Berlin presents a specific case. It is similar to a science hub with a diverse sectoral composition of organizations, which is in line with Balland et al. (2020)’s observation in metropolitan regions in the United States and Rammer et al. (2020)’s observation of the Berlin metropolitan region. However, this could be due to our data gathering strategy, where only publications with at least one organization located in Berlin are included. Thus, there could be other collaborations between the partners, excluding Berlin organizations, that we do not cover here. Some countries present a highly diverse science system consisting of a wide range of sectors among those collaborating with Berlin organizations. However, in most countries, education is the prevailing sector where scientific publications are produced, which is not counterintuitive.
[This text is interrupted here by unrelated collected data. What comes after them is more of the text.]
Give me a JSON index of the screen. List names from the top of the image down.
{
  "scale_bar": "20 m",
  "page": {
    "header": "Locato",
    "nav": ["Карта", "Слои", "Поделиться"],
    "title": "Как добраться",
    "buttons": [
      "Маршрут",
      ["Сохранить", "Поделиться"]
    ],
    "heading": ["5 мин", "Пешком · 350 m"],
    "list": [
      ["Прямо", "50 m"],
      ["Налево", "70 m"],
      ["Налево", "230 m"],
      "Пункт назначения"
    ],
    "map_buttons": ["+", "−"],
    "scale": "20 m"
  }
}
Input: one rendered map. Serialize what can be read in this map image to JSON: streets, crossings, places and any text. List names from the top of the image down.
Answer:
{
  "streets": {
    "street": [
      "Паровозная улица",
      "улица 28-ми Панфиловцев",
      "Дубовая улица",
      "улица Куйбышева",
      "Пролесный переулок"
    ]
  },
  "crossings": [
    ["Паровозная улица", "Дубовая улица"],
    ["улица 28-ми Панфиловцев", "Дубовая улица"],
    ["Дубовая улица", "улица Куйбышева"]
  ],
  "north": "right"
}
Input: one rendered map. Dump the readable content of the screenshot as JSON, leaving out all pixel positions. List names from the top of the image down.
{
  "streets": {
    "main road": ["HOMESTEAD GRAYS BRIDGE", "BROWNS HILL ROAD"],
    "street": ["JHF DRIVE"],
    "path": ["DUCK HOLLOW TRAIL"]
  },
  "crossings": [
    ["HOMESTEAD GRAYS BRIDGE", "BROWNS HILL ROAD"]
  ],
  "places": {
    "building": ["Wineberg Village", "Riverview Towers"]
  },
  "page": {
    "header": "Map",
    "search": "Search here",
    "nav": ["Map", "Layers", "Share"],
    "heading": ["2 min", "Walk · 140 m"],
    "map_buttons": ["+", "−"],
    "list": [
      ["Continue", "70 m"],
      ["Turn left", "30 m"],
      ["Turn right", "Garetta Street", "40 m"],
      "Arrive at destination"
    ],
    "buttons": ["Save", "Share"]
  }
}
We modeled the scientific collaborations through bipartite coauthorship networks, which treat each scientific publication as an event where organizations interact in producing scientific texts. Our bipartite community detection configuration was helpful in detecting the diverse composition of organizational teams contributing to scientific publications, which could be overlooked if the network is projected to one mode due to artificially high cliquish behavior. We observed that in most fields, with the exception of Humanities and Agricultural Sciences, the most prolific communities were comprised of organizations located in the Berlin metropolitan region and they were collaborating either within Berlin or with other German organizations or exclusively with European organizations. There were of course internationalized communities in all fields, but they were not highly prolific.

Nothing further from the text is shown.